Re: [PERFORM] How clustering for scale out works in PostgreSQL

2013-09-02 Thread Craig Ringer
On 08/30/2013 01:48 AM, bsreejithin wrote:
 Ya..sure...Migration to 9.2 is one of the activities planned and in fact
 it's already on track.Thanks Thomas

You'll want to re-do your performance testing; a huge amount has changed
since 8.2.


-- 
 Craig Ringer   http://www.2ndQuadrant.com/
 PostgreSQL Development, 24x7 Support, Training  Services


-- 
Sent via pgsql-performance mailing list (pgsql-performance@postgresql.org)
To make changes to your subscription:
http://www.postgresql.org/mailpref/pgsql-performance


Re: [PERFORM] How clustering for scale out works in PostgreSQL

2013-09-02 Thread Craig Ringer
bsreejithin wrote:
 
 I am *expecting 1000+ hits to my PostgreSQL DB* and I doubt my standalone DB
 will be able to handle it.
 
 So I want to *scale out by adding more servers to share the load*. For this,
 I want to do clustering.

  DB server was 4 Core 12GB RAM.

You're jumping way ahead here. You have a medium sized server that
should effortlessly handle most loads if its I/O subsystem is up to it.

It's a good idea to plan for what you'll do as load grows, but it's not
necessary to jump straight to engineering some web scale monstrosity
if you don't have to.

 The performance test that was conducted was for 1 Hour. 

 There are 6 transactions. 2 DB inserts and 4 SELECTs.
 Every 2 minutes there will be 4 SELECTs. And every 3 minutes there will be 2
 DB inserts.

It's not possible to give useful specific advice without knowing what
the selects and updates you're dealing with are. After all, a
single-tuple update of a non-indexed field with no trigger side-effects
will be way sub-millisecond. On the other hand, a big update over a
multi-table join that causes updates on several multi-column indexes /
GIN indexes / etc, a cascade update, etc, might take hours.

You need to work out what the actual load is.

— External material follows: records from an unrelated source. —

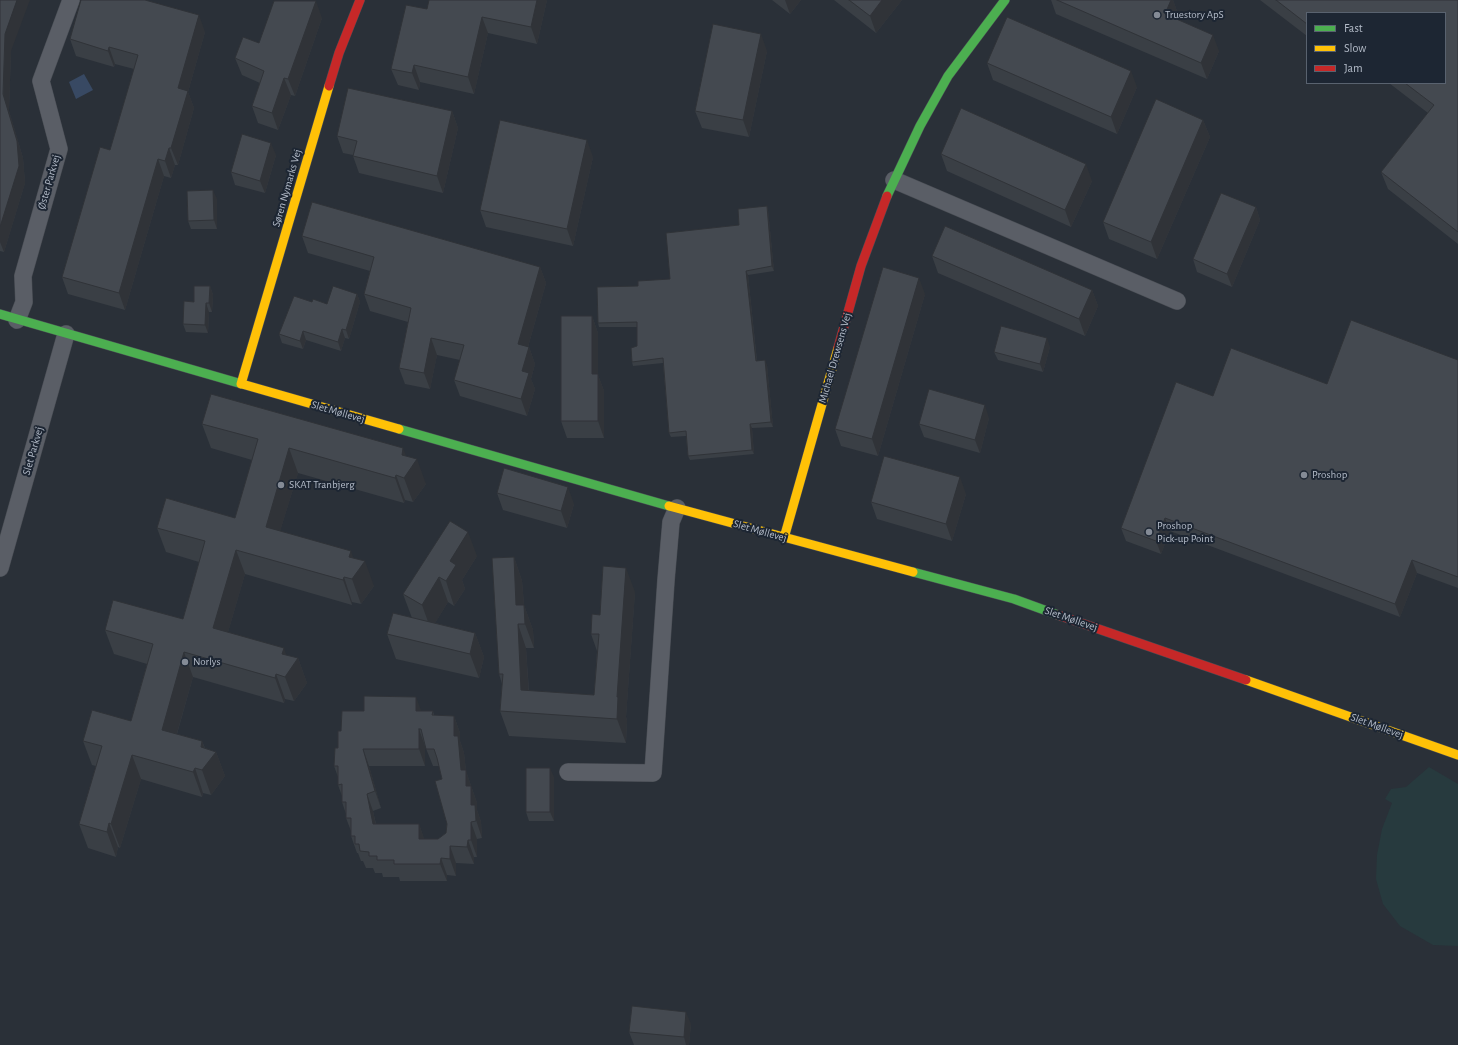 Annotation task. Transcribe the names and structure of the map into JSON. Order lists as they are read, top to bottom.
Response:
{
  "streets": {
    "street": [
      "Øster Parkvej",
      "Søren Nymarks Vej",
      "Michael Drewsens Vej",
      "Slet Møllevej",
      "Slet Parkvej"
    ]
  },
  "crossings": [
    ["Øster Parkvej", "Slet Møllevej"],
    ["Søren Nymarks Vej", "Slet Møllevej"],
    ["Michael Drewsens Vej", "Slet Møllevej"],
    ["Slet Møllevej", "Slet Parkvej"]
  ],
  "places": [
    "Truestory ApS",
    "Proshop",
    "SKAT Tranbjerg",
    "Proshop Pick-up Point",
    "Norlys"
  ],
  "legend": ["Fast", "Slow", "Jam"]
}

Determine whether you're
bottlenecked on disk reads, disk writes, disk flushes (fsync), CPU, etc.

Ask some basic tuning questions. Does your DB fit in RAM? Do at least
the major indexes and hot smaller tables fit in RAM? Is
effective_cache_size set to tell the query planner that.

Look at the query plans. Is there anything grossly unreasonable? Do you
need to adjust any tuning params (random_page_cost, etc)? Is
effective_cache_size set appropriately for the server?  Figure out
whether there are any indexes that're worth creating that won't make the
write load too much worse.

Find the point where throughput stops scaling up with load on the
server. Put a connection pooler in place and limit concurrent working
connections to PostgreSQL to about that level; overall performance will
be greatly improved by not trying to do too much all at once.

 I am *curious to know how clustering works in PostgreSQL.* (I don't want to
 know how to setup cluster - as of now. Just want to know how clustering
 works).

The clustering available in PostgreSQL is a variety of forms of
replication.

It is important to understand that attempting to scale out to
multi-server setups requires significant changes to many applications.
There is no transparent multi-master clustering for PostgreSQL.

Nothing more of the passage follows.